• What this task involves:
Which lines in the data below contain the string "turn"? Show each one.

• Stored data entries:

________________

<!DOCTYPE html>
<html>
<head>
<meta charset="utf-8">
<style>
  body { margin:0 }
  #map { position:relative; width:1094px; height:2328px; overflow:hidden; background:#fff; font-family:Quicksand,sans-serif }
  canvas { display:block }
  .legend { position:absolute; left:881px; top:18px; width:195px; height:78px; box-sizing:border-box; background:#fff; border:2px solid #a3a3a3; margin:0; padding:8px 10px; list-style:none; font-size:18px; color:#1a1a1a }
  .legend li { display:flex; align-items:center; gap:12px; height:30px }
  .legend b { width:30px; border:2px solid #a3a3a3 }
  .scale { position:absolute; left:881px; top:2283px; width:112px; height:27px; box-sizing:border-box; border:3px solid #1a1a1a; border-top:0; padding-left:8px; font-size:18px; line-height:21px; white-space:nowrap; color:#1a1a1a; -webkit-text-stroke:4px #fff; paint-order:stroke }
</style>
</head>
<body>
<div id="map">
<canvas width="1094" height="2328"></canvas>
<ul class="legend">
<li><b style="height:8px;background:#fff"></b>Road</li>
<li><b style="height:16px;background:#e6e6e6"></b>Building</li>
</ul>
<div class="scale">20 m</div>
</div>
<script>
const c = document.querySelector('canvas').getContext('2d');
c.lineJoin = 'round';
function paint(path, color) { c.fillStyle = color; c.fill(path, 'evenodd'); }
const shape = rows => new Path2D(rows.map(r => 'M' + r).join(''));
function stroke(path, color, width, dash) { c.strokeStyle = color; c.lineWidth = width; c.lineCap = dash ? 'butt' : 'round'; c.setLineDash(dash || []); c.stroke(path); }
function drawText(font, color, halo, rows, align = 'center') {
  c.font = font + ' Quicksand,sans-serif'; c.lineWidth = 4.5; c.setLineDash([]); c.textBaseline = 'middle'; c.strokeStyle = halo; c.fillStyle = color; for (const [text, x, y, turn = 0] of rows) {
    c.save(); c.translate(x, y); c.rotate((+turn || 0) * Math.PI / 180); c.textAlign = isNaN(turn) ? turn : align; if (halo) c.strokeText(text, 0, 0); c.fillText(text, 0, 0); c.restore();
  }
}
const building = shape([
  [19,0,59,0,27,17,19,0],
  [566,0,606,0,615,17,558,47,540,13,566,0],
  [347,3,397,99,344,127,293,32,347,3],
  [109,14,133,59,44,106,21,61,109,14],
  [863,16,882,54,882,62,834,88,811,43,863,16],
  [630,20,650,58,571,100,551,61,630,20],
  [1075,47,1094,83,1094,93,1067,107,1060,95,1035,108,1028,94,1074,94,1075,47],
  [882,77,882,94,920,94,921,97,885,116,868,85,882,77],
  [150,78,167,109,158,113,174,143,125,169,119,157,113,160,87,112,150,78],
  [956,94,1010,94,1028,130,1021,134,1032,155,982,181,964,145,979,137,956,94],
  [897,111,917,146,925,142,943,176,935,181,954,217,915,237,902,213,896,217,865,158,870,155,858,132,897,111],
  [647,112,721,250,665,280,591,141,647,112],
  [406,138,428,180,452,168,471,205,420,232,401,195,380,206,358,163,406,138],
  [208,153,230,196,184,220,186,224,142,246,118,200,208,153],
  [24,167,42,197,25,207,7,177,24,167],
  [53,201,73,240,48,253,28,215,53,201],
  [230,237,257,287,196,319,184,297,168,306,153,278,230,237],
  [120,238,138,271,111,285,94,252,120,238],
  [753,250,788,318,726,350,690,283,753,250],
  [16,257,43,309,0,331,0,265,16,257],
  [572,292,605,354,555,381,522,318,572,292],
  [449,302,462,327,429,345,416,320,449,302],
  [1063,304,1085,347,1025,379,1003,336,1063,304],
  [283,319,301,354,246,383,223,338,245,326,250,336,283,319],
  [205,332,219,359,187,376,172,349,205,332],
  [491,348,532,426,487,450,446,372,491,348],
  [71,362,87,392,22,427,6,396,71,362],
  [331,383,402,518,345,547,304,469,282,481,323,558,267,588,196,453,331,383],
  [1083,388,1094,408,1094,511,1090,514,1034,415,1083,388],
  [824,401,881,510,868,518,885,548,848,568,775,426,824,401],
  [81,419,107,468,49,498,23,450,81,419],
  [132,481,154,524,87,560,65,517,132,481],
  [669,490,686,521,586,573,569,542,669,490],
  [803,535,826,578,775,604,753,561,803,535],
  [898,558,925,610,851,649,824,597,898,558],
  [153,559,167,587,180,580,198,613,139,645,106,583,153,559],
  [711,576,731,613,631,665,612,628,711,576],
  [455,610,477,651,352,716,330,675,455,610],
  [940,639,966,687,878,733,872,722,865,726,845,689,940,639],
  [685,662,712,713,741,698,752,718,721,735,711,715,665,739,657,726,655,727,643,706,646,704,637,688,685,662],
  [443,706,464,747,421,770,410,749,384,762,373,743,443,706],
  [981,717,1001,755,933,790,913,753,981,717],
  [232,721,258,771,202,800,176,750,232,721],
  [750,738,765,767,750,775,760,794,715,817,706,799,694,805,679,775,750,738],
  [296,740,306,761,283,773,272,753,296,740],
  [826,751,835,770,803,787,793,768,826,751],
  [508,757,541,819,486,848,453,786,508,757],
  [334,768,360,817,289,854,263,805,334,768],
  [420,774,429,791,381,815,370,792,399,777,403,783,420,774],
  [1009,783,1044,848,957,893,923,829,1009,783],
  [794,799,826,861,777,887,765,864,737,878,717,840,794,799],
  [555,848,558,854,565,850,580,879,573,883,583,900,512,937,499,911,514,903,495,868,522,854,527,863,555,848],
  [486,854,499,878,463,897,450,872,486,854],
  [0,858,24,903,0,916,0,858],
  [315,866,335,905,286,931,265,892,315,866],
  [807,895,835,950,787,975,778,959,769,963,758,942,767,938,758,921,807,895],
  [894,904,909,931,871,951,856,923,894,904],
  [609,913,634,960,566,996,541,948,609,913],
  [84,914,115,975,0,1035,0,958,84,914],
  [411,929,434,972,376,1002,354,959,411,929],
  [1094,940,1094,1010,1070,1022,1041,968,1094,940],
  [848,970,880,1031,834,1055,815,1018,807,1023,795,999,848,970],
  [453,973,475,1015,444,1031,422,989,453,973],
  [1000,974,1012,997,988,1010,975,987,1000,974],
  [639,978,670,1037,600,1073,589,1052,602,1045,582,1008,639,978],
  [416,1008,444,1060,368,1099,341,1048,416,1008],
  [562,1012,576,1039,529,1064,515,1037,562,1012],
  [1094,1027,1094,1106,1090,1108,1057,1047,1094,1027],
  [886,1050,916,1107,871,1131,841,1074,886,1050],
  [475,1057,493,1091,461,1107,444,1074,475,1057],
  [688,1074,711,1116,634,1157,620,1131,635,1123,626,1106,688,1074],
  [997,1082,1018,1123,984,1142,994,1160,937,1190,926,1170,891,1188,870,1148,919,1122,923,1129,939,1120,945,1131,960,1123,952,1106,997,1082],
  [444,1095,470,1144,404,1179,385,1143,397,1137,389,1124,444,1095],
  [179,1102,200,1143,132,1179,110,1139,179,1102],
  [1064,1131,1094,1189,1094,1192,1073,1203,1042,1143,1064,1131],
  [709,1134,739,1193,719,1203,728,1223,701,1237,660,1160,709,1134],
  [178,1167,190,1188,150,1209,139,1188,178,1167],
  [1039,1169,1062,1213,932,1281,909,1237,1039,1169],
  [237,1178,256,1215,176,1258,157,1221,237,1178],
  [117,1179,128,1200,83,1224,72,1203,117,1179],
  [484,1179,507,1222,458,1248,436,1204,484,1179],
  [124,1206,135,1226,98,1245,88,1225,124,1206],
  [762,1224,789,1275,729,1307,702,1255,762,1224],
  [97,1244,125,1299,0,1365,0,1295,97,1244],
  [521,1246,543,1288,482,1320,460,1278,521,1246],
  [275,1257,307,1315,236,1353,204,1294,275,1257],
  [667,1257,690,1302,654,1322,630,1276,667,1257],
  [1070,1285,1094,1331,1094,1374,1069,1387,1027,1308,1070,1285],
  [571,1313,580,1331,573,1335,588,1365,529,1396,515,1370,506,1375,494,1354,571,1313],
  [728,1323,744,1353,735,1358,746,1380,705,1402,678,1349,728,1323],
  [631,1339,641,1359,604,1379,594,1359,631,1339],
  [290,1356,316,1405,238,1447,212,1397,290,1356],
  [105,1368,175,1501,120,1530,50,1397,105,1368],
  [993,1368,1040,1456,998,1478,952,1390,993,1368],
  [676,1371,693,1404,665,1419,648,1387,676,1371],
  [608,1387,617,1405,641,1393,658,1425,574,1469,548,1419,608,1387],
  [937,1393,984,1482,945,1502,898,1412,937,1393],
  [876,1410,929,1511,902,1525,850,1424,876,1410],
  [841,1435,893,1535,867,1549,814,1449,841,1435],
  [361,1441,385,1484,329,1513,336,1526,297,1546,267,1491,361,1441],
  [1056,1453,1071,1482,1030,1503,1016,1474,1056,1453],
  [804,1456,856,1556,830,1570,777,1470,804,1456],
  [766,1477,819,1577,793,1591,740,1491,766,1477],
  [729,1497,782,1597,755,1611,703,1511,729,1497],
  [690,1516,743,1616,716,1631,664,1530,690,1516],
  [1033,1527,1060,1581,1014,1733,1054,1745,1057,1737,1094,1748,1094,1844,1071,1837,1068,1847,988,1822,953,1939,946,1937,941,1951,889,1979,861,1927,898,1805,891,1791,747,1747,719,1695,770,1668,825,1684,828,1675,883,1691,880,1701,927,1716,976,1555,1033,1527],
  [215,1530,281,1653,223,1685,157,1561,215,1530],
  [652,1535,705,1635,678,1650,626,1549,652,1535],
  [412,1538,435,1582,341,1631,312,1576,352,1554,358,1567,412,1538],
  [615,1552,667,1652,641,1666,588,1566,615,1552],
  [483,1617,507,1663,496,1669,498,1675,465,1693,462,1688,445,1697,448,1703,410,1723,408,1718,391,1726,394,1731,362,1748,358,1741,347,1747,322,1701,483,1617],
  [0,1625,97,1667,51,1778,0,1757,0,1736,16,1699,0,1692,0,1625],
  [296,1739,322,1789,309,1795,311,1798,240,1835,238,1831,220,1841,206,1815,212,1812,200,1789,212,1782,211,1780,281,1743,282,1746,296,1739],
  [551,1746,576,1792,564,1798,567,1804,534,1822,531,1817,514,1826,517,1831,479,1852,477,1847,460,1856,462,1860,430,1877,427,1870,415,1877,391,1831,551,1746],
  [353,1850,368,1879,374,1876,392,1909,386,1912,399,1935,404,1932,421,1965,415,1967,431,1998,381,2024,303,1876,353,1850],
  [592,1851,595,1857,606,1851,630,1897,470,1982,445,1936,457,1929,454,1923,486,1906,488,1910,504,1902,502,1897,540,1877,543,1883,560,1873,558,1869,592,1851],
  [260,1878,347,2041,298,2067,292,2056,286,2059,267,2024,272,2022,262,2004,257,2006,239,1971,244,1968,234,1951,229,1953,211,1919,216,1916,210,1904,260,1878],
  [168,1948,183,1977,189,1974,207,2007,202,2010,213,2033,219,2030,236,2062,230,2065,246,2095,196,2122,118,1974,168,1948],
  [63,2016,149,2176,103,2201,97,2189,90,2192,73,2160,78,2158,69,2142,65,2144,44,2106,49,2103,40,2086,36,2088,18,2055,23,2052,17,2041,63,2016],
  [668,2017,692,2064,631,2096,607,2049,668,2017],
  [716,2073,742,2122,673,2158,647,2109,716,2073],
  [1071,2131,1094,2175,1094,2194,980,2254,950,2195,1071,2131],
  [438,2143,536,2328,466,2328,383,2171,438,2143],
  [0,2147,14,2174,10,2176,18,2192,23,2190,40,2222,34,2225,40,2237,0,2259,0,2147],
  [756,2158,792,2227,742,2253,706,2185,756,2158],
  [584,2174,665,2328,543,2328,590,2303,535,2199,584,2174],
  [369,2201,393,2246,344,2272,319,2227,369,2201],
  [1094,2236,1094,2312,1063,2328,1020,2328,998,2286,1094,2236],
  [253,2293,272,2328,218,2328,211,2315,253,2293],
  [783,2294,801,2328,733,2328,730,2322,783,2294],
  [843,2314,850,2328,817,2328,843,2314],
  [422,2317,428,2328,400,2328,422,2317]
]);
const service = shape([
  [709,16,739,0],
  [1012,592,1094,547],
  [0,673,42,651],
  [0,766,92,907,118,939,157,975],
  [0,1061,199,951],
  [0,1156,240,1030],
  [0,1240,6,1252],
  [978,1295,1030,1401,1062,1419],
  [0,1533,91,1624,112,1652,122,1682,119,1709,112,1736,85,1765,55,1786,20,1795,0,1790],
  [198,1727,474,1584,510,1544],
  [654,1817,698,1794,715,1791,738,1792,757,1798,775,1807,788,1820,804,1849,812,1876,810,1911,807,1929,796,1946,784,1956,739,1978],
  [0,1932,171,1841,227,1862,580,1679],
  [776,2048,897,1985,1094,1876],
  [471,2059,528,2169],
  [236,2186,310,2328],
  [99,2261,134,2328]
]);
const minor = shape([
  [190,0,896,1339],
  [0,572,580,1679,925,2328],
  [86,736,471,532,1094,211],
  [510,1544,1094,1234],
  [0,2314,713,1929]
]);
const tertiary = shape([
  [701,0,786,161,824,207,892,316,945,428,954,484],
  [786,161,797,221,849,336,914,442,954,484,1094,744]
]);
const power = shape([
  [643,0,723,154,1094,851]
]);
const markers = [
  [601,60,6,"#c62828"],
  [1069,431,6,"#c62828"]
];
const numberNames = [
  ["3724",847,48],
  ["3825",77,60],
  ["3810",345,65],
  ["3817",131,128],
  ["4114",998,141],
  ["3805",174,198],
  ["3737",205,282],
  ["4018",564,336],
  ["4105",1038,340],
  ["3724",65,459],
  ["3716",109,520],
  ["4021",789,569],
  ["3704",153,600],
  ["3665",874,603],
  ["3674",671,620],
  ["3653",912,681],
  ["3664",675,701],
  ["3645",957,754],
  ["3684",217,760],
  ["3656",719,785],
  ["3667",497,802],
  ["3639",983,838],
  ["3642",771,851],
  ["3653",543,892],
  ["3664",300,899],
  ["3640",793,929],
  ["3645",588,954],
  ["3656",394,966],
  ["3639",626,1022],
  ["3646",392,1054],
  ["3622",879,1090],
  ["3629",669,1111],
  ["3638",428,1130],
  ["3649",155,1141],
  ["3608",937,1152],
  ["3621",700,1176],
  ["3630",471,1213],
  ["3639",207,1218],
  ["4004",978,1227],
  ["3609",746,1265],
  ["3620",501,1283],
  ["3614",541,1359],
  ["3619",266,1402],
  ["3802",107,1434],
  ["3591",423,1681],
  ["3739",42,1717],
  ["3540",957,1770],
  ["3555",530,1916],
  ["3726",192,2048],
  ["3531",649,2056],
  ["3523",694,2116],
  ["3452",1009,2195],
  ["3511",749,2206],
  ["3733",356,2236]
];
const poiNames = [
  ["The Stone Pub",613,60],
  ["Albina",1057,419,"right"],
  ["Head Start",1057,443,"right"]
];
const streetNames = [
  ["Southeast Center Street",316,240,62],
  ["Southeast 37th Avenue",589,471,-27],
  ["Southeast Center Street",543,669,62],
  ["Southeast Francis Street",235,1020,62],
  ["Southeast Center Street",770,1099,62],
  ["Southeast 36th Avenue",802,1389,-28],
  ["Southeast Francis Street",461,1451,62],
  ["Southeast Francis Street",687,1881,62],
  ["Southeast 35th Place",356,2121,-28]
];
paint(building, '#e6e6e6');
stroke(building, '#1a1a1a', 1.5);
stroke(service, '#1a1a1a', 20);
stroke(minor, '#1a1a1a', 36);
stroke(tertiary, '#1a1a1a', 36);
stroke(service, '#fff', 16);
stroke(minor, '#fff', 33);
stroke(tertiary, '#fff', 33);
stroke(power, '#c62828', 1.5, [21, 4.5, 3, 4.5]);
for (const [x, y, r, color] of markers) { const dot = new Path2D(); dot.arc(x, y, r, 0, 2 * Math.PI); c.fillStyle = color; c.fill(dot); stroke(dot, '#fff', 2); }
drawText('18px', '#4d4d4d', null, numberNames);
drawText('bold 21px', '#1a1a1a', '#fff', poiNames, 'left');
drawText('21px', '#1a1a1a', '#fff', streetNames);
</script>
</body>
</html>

________________

• Your solution:
  c.font = font + ' Quicksand,sans-serif'; c.lineWidth = 4.5; c.setLineDash([]); c.textBaseline = 'middle'; c.strokeStyle = halo; c.fillStyle = color; for (const [text, x, y, turn = 0] of rows) {
    c.save(); c.translate(x, y); c.rotate((+turn || 0) * Math.PI / 180); c.textAlign = isNaN(turn) ? turn : align; if (halo) c.strokeText(text, 0, 0); c.fillText(text, 0, 0); c.restore();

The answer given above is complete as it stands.